Am I a bad citizen because I hold these doctrines? I hope not. I obey such laws as commend themselves to my sense of right, and such laws also as I consider wrong but cannot violate without declaring war on the constituted authorities. I believe that I am a good citizen, and that I should remain such even if all the laws in the statute book should be repealed to-morrow: I believe the majority of the people are good citizens, and that all the talk about the danger of anarchy is sheer humbug. Suppose the President of the United State, the Vice President, the Chairmen of the House of Representatives, the Governors of all the States, the Judges, the Selectmen of the towns, &c., &c., &c., should all die to-night, would anarchy prevail to-morrow?
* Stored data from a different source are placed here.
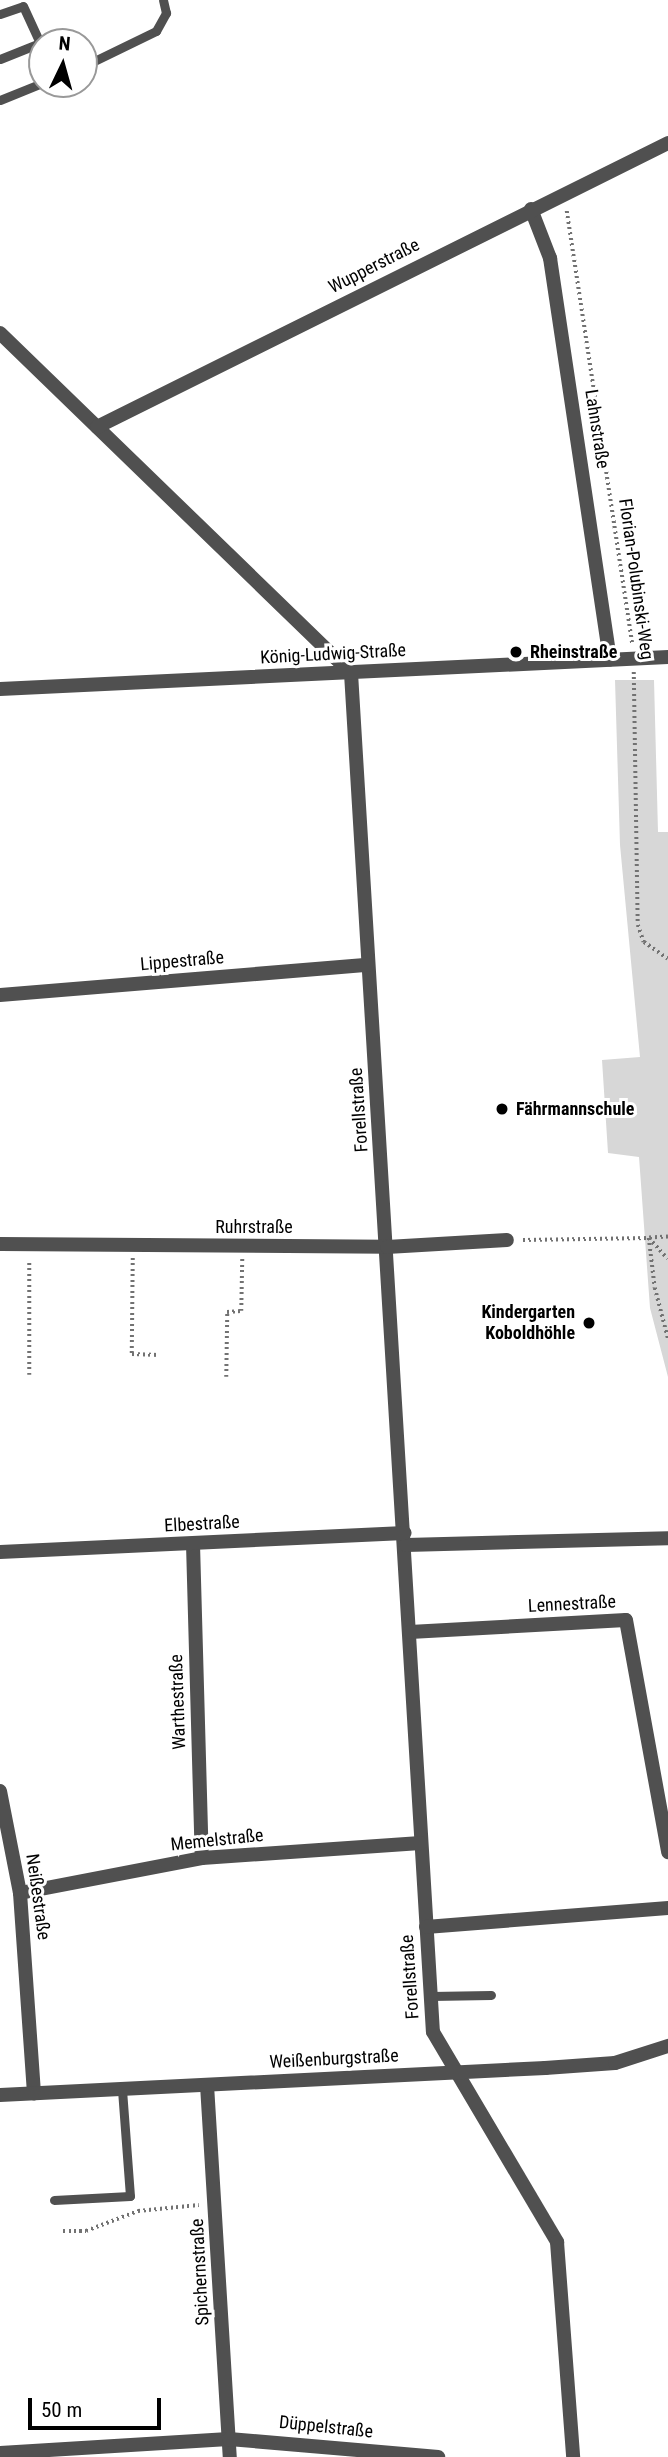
<!DOCTYPE html>
<meta charset="utf-8">
<style>
body{margin:0}
#map{position:relative;width:668px;height:2457px;overflow:hidden;background:#fff;font-family:"Roboto Condensed",sans-serif}
div>[style]{position:absolute}
.green>*{inset:0;background:#d7d7d7}
.path>*{height:3.5px;margin-top:-1.75px;transform-origin:0;background:repeating-linear-gradient(90deg,#727272 0 2px,transparent 0 5.5px)}
.lane>*{height:9px;margin:-4.5px;padding:0 4.5px;transform-origin:4.5px;border-radius:4.5px;background:#505050}
.street>*{height:14px;margin:-7px;padding:0 7px;transform-origin:7px;border-radius:7px;background:#505050}
.dots>*{width:19px;height:19px;translate:-50% -50%;box-sizing:border-box;border:4px solid #fff;border-radius:50%}
span{translate:-50% -50%;white-space:nowrap;text-align:center;line-height:1.15;-webkit-text-stroke:6px #fff;paint-order:stroke}
.street-label{font-size:18px;color:#000}
.poi-label{font-size:18px;color:#000;font-weight:700}
.left{translate:0 -50%;text-align:left}
.right{translate:-100% -50%;text-align:right}
.north{position:absolute;left:28px;top:28px;width:70px;height:70px;box-sizing:border-box;background:#fff;border:2px solid #999;border-radius:50%;rotate:5deg;font-size:19px;font-weight:700;line-height:28px;text-align:center;color:#000}
.north::after{content:'';display:block;margin:auto;width:24px;height:32px;background:#000;clip-path:polygon(50% 0,100% 100%,50% 72%,0 100%)}
.scale{position:absolute;left:28px;top:2398px;width:133px;height:32px;box-sizing:border-box;border:4px solid #000;border-top:0;padding-left:9px;font-size:21px;line-height:24px;white-space:nowrap;color:#000;-webkit-text-stroke:5px #fff;paint-order:stroke}
</style>
<div id="map">
<div class="green">
<div style="clip-path:polygon(615px 680px,654px 680px,658px 832px,668px 832px,668px 1377px,650px 1308px,639px 1157px,608px 1153px,602px 1060px,640px 1057px,620px 845px)"></div>
</div>
<div class="path">
<div style="left:567px;top:211px;width:437px;rotate:81.4deg"></div>
<div style="left:634px;top:672px;width:253px;rotate:89.1deg"></div>
<div style="left:638px;top:925px;width:18px;rotate:71deg"></div>
<div style="left:644px;top:942px;width:29px;rotate:35deg"></div>
<div style="left:668px;top:1237px;width:19px;rotate:177deg"></div>
<div style="left:649px;top:1238px;width:50px;rotate:83.2deg"></div>
<div style="left:655px;top:1288px;width:52px;rotate:75.4deg"></div>
<div style="left:523px;top:1240px;width:126px;rotate:-0.9deg"></div>
<div style="left:649px;top:1238px;width:28px;rotate:48deg"></div>
<div style="left:133px;top:1258px;width:96px;rotate:90.6deg"></div>
<div style="left:132px;top:1354px;width:27px;rotate:2deg"></div>
<div style="left:29px;top:1375px;width:115px;rotate:-90deg"></div>
<div style="left:226px;top:1377px;width:65px;rotate:-89.1deg"></div>
<div style="left:227px;top:1312px;width:14px;rotate:-4deg"></div>
<div style="left:241px;top:1311px;width:52px;rotate:-88.9deg"></div>
<div style="left:63px;top:2231px;width:23px"></div>
<div style="left:86px;top:2231px;width:56px;rotate:-21deg"></div>
<div style="left:138px;top:2211px;width:61px;rotate:-5.6deg"></div>
</div>
<div class="lane">
<div style="left:0;top:14px;width:24px;rotate:-19deg"></div>
<div style="left:23px;top:6px;width:41px;rotate:65.3deg"></div>
<div style="left:40px;top:43px;width:43px;rotate:158.2deg"></div>
<div style="left:84px;top:66px;width:80px;rotate:-25.9deg"></div>
<div style="left:156px;top:31px;width:21px;rotate:-61deg"></div>
<div style="left:166px;top:13px;width:13px;rotate:-103deg"></div>
<div style="left:0;top:100px;width:45px;rotate:-22deg"></div>
<div style="left:431px;top:1996px;width:60px;rotate:-1deg"></div>
<div style="left:54px;top:2200px;width:76px;rotate:-3deg"></div>
<div style="left:130px;top:2196px;width:106px;rotate:-94.3deg"></div>
</div>
<div class="street">
<div style="left:531px;top:209px;width:53px;rotate:68.8deg"></div>
<div style="left:550px;top:258px;width:406px;rotate:81.5deg"></div>
<div style="left:0;top:333px;width:489px;rotate:44.1deg"></div>
<div style="left:351px;top:673px;width:1361px;rotate:86.55deg"></div>
<div style="left:433px;top:2032px;width:244px;rotate:59.4deg"></div>
<div style="left:557px;top:2242px;width:216px;rotate:85.7deg"></div>
<div style="left:97px;top:427px;width:638px;rotate:-26.44deg"></div>
<div style="left:0;top:689px;width:669px;rotate:-2.74deg"></div>
<div style="left:0;top:995px;width:369px;rotate:-4.7deg"></div>
<div style="left:0;top:1244px;width:387px;rotate:0.4deg"></div>
<div style="left:387px;top:1247px;width:120px;rotate:-3.3deg"></div>
<div style="left:193px;top:1544px;width:314px;rotate:88.4deg"></div>
<div style="left:406px;top:1545px;width:262px;rotate:-1.5deg"></div>
<div style="left:0;top:1552px;width:405px;rotate:-2.7deg"></div>
<div style="left:410px;top:1632px;width:216px;rotate:-3.2deg"></div>
<div style="left:626px;top:1620px;width:236px;rotate:79.7deg"></div>
<div style="left:0;top:1791px;width:104px;rotate:78.9deg"></div>
<div style="left:20px;top:1893px;width:201px;rotate:86deg"></div>
<div style="left:20px;top:1893px;width:185px;rotate:-10.9deg"></div>
<div style="left:202px;top:1858px;width:219px;rotate:-3.9deg"></div>
<div style="left:426px;top:1927px;width:243px;rotate:-4.5deg"></div>
<div style="left:207px;top:2085px;width:373px;rotate:86.5deg"></div>
<div style="left:0;top:2095px;width:546px;rotate:-2.84deg"></div>
<div style="left:545px;top:2068px;width:70px;rotate:-4.1deg"></div>
<div style="left:615px;top:2063px;width:56px;rotate:-17.8deg"></div>
<div style="left:0;top:2453px;width:229px;rotate:-3.5deg"></div>
<div style="left:229px;top:2439px;width:210px;rotate:4.9deg"></div>
</div>
<div class="dots">
<div style="left:516px;top:652px;background:#000"></div>
<div style="left:502px;top:1109px;background:#000"></div>
<div style="left:589px;top:1323px;background:#000"></div>
</div>
<div class="street-label">
<span style="left:374px;top:266px;rotate:-27deg">Wupperstraße</span>
<span style="left:597px;top:429px;rotate:81deg">Lahnstraße</span>
<span style="left:636px;top:579px;rotate:82deg">Florian-Polubinski-Weg</span>
<span style="left:333px;top:654px;rotate:-3deg">König-Ludwig-Straße</span>
<span style="left:182px;top:961px;rotate:-5deg">Lippestraße</span>
<span style="left:359px;top:1110px;rotate:-94deg">Forellstraße</span>
<span style="left:254px;top:1227px">Ruhrstraße</span>
<span style="left:202px;top:1524px;rotate:-3deg">Elbestraße</span>
<span style="left:572px;top:1604px;rotate:-3deg">Lennestraße</span>
<span style="left:178px;top:1702px;rotate:-92deg">Warthestraße</span>
<span style="left:217px;top:1840px;rotate:-6deg">Memelstraße</span>
<span style="left:38px;top:1897px;rotate:82deg">Neißestraße</span>
<span style="left:410px;top:1977px;rotate:-94deg">Forellstraße</span>
<span style="left:334px;top:2059px;rotate:-3deg">Weißenburgstraße</span>
<span style="left:200px;top:2272px;rotate:-93deg">Spichernstraße</span>
<span style="left:326px;top:2427px;rotate:6deg">Düppelstraße</span>
</div>
<div class="poi-label">
<span class="left" style="left:530px;top:652px">Rheinstraße</span>
<span class="left" style="left:516px;top:1109px">Fährmannschule</span>
<span class="right" style="left:575px;top:1323px">Kindergarten<br>Koboldhöhle</span>
</div>
<div class="north">N</div>
<div class="scale">50 m</div>
</div>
By no means. The people of the twos would elect new Select-men, or other appropriate functionaries who would take the matter into immediate consideration, and a new government would be extemporised—here in Massachusetts at least—within a week. It would be easier now to form a new government that it was fifty years ago, for the people have more experience in the art of self-government. The art of organising anarchy is now pretty well understood. The majority is unquestionably the strongest: who shall resist it?

These are my views; if they are incorrect, I desire to be set right. I am ready to discard my opinions whenever I can replace them by better. I confess that the civil government is clothed with power, and can command respect; but, with my present light, I must deny to civil government, as such, all moral authority whatever.

Yours truly,


Omega, “Resistance to Law,” The Worcester Palladium 18 no. 18 (April 30, 1851): 2.